From the entries, filter out every line that lacks "sans" and copy the rest.

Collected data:
━━━━━━━━━━━━━━━━━━━━━━━━━━━━━━
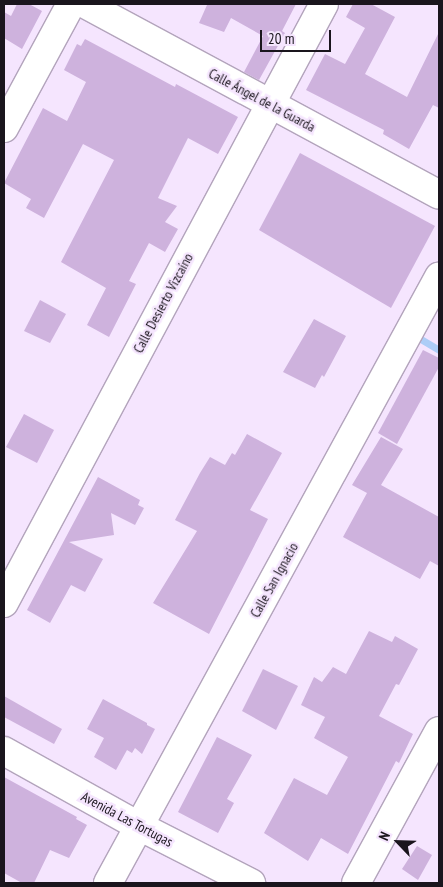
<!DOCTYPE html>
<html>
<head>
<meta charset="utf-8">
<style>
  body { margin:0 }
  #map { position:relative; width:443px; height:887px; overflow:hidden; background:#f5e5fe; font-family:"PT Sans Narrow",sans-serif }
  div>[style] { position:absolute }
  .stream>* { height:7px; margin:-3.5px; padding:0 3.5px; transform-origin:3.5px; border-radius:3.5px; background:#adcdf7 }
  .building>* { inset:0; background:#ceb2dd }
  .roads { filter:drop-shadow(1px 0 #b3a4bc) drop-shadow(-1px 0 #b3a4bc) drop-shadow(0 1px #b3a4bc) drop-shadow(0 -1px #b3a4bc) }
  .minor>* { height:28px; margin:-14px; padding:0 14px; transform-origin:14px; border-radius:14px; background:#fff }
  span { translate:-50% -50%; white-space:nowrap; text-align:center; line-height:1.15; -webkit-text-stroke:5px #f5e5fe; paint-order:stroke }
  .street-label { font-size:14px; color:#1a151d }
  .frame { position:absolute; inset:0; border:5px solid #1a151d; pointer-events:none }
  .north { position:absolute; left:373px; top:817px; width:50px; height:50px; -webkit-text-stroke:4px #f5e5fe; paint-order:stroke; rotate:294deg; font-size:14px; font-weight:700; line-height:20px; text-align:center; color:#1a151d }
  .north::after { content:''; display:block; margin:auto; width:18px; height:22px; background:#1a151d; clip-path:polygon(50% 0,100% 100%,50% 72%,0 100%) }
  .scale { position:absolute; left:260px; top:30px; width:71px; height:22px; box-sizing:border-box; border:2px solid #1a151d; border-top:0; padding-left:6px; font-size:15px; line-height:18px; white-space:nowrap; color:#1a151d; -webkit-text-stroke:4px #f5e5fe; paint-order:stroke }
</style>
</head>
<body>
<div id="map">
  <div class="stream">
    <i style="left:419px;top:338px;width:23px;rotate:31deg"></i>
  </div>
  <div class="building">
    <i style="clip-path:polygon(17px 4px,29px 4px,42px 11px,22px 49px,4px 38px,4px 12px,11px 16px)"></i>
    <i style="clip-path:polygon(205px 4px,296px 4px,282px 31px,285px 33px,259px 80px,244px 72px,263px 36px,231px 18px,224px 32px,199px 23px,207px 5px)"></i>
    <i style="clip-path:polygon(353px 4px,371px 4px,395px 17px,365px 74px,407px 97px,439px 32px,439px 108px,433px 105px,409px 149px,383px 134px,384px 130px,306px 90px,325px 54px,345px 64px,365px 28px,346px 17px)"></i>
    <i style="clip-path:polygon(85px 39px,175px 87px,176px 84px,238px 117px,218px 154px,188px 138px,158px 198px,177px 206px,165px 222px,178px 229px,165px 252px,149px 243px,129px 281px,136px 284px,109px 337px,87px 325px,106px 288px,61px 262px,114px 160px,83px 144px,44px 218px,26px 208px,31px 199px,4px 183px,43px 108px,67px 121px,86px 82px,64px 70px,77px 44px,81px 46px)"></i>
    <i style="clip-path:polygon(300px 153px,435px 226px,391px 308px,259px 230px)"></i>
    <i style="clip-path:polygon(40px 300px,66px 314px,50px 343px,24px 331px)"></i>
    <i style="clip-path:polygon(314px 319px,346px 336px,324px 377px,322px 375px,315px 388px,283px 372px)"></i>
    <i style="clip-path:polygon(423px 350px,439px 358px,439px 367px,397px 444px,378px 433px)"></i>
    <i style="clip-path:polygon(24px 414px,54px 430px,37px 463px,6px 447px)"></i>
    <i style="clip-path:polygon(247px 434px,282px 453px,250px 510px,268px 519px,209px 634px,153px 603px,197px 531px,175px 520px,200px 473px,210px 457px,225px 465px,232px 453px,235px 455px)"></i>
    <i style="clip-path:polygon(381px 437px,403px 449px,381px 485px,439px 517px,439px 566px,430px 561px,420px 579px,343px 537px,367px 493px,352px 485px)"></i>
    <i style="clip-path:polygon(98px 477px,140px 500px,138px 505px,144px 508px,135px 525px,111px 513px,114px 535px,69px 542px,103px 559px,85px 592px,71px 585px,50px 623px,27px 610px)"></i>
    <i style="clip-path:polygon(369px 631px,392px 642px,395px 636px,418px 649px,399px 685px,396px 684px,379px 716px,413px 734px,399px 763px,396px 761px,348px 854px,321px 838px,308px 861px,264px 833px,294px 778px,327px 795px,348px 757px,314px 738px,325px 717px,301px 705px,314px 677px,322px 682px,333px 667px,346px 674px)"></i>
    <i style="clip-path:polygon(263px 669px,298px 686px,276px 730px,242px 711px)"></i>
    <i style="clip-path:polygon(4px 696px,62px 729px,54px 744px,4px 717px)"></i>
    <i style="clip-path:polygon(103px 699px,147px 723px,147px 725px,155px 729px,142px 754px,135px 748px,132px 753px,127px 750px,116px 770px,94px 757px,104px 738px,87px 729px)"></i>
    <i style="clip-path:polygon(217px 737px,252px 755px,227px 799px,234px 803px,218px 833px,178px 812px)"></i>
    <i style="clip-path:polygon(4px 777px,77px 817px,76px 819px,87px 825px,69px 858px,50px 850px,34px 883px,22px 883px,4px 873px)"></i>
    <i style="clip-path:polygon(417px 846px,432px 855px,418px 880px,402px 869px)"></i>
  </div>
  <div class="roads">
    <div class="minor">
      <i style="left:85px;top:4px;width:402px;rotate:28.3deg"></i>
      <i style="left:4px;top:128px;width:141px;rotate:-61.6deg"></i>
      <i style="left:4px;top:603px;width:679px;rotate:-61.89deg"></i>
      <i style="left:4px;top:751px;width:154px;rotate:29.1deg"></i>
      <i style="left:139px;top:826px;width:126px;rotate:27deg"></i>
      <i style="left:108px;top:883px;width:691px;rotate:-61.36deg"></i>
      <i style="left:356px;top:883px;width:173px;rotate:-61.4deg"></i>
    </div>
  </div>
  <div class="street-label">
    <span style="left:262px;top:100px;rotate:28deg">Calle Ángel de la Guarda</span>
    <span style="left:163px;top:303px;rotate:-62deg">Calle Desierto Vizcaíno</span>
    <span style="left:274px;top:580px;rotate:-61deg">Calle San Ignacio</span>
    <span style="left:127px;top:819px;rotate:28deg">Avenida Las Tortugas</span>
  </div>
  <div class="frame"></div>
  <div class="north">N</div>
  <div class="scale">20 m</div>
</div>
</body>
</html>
━━━━━━━━━━━━━━━━━━━━━━━━━━━━━━
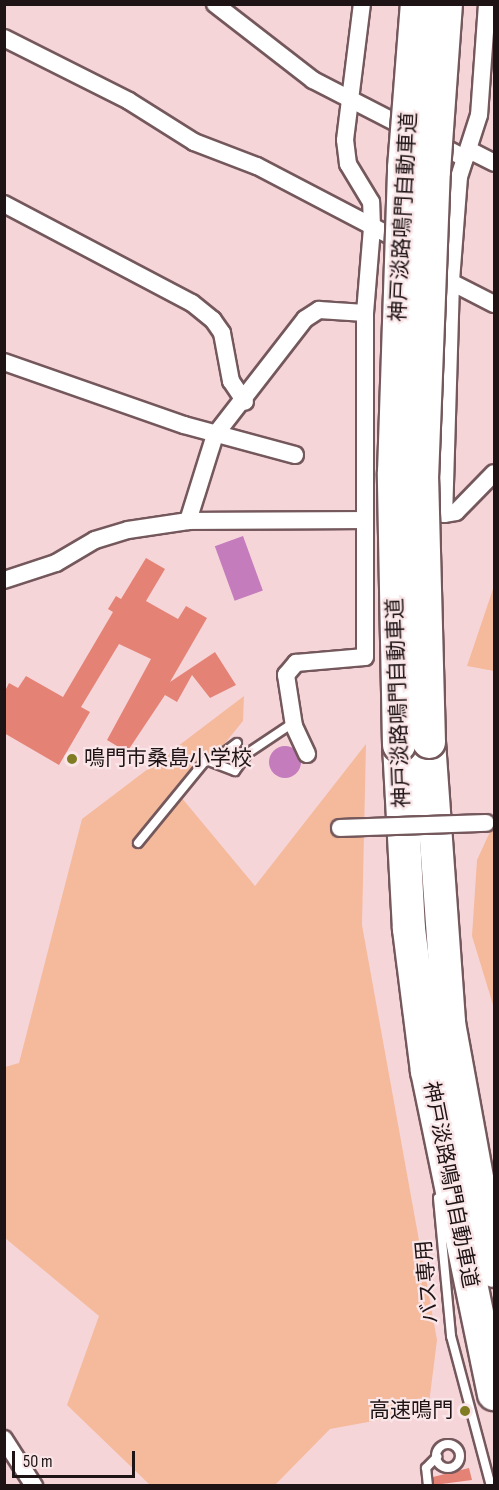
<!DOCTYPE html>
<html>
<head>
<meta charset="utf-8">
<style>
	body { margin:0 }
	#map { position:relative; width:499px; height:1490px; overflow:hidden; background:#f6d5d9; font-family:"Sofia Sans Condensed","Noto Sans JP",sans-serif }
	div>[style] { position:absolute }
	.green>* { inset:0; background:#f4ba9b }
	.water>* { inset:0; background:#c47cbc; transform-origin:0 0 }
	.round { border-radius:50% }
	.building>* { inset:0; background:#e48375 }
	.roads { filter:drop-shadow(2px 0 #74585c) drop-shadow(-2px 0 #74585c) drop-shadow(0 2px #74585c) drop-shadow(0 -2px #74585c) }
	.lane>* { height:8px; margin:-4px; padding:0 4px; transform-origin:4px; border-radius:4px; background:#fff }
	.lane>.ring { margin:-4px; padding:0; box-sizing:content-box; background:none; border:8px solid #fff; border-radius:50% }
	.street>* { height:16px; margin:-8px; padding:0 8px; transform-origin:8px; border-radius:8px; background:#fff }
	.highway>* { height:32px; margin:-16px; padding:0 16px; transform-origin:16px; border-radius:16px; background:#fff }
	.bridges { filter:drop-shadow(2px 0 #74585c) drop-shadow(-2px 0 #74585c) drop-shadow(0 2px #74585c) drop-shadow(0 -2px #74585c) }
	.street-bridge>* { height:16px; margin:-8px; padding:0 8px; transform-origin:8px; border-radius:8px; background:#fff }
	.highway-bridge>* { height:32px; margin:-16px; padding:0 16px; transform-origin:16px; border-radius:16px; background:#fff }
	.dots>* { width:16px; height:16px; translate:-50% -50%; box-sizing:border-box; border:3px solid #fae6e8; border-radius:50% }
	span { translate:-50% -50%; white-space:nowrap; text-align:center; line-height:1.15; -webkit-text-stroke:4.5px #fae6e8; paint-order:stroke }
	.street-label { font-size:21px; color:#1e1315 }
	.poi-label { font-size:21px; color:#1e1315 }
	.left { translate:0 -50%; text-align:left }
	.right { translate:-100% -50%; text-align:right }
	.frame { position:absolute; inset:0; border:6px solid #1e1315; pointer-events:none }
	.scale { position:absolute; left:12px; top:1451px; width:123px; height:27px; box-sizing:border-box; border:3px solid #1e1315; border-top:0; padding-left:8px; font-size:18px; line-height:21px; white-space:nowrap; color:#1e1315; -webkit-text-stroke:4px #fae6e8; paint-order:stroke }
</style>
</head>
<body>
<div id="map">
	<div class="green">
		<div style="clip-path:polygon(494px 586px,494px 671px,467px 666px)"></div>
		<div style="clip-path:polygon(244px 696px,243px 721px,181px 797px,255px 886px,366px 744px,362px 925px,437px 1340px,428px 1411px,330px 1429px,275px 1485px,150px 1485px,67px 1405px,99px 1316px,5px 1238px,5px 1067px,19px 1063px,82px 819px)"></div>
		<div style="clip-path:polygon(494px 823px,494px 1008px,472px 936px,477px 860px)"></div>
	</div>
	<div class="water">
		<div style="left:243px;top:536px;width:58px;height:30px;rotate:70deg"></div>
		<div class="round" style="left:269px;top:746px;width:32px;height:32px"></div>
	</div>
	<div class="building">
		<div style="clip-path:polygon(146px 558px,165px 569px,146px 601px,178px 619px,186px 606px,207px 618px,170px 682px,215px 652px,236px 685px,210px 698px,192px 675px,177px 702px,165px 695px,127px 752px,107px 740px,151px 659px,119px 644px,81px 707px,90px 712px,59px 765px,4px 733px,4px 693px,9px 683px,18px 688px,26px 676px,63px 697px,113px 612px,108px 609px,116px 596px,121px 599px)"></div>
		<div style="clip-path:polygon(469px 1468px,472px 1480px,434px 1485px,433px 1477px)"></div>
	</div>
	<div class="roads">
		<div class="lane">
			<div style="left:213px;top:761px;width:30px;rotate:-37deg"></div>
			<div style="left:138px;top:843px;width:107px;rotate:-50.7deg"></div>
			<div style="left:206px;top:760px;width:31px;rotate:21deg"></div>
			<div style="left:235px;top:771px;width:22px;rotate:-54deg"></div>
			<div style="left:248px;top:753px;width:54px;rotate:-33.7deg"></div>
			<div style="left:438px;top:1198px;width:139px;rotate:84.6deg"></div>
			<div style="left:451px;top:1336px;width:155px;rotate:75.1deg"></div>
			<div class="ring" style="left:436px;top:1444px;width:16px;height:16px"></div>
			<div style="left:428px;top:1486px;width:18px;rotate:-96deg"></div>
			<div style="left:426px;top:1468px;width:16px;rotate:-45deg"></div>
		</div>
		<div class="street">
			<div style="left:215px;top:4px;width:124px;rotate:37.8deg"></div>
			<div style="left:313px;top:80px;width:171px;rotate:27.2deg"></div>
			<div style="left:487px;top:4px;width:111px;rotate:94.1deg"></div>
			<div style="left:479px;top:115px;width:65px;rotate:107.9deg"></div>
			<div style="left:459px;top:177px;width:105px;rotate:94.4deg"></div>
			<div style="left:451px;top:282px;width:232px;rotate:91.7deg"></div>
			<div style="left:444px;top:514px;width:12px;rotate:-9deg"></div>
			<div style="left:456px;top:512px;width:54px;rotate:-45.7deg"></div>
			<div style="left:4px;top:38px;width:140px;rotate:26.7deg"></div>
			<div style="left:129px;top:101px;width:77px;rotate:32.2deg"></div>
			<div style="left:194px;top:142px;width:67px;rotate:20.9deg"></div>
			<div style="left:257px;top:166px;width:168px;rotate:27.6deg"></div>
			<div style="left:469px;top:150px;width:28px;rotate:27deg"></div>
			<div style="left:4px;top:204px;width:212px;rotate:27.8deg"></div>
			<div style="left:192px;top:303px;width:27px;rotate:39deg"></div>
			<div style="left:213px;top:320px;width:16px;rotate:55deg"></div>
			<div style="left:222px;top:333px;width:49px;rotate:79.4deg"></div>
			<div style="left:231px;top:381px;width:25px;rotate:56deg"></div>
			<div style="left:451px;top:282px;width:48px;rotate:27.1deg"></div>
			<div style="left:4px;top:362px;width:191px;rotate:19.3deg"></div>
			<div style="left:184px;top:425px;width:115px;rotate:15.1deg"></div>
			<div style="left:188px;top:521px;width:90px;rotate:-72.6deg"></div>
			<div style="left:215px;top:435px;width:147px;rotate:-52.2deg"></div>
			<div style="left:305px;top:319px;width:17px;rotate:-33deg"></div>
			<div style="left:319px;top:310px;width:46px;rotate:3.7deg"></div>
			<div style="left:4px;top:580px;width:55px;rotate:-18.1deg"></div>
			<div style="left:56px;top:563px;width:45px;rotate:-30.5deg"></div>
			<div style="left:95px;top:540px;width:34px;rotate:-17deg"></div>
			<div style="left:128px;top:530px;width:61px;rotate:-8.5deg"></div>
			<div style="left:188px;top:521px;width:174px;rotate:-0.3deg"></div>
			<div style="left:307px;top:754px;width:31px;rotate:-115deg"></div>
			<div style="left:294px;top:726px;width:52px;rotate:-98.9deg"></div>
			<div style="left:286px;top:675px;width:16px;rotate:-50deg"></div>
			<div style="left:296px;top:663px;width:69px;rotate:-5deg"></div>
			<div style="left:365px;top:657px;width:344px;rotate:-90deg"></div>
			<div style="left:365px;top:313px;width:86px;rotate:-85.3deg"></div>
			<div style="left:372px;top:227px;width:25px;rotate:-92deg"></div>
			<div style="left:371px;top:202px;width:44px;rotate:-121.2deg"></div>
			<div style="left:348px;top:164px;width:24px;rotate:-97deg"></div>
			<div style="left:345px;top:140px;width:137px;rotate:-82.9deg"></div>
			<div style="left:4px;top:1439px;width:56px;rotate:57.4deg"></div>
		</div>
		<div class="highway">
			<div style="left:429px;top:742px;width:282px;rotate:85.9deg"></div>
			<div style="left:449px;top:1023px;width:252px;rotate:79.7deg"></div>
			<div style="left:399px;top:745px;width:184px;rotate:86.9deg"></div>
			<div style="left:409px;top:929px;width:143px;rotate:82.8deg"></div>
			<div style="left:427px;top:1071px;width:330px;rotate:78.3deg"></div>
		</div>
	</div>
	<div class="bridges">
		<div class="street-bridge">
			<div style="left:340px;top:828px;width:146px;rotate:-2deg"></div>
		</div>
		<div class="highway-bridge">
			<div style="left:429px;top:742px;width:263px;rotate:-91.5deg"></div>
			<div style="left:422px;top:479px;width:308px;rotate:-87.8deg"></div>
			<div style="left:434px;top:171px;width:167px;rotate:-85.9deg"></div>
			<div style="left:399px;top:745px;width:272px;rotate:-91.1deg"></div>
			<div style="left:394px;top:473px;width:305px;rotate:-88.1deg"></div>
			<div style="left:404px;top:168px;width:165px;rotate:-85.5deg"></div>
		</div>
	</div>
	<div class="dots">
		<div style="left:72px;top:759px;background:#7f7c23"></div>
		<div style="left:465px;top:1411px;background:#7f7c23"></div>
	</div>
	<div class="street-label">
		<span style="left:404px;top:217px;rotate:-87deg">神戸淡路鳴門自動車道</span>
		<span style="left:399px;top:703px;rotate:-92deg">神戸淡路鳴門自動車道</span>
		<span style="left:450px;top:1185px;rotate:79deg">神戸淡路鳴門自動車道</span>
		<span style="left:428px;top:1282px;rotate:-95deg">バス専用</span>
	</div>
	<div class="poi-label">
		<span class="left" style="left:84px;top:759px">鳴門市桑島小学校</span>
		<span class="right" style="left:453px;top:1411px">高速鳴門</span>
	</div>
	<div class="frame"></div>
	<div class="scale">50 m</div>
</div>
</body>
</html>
━━━━━━━━━━━━━━━━━━━━━━━━━━━━━━
SOLUTION FOR THIS EXERCISE
  #map { position:relative; width:443px; height:887px; overflow:hidden; background:#f5e5fe; font-family:"PT Sans Narrow",sans-serif }
	#map { position:relative; width:499px; height:1490px; overflow:hidden; background:#f6d5d9; font-family:"Sofia Sans Condensed","Noto Sans JP",sans-serif }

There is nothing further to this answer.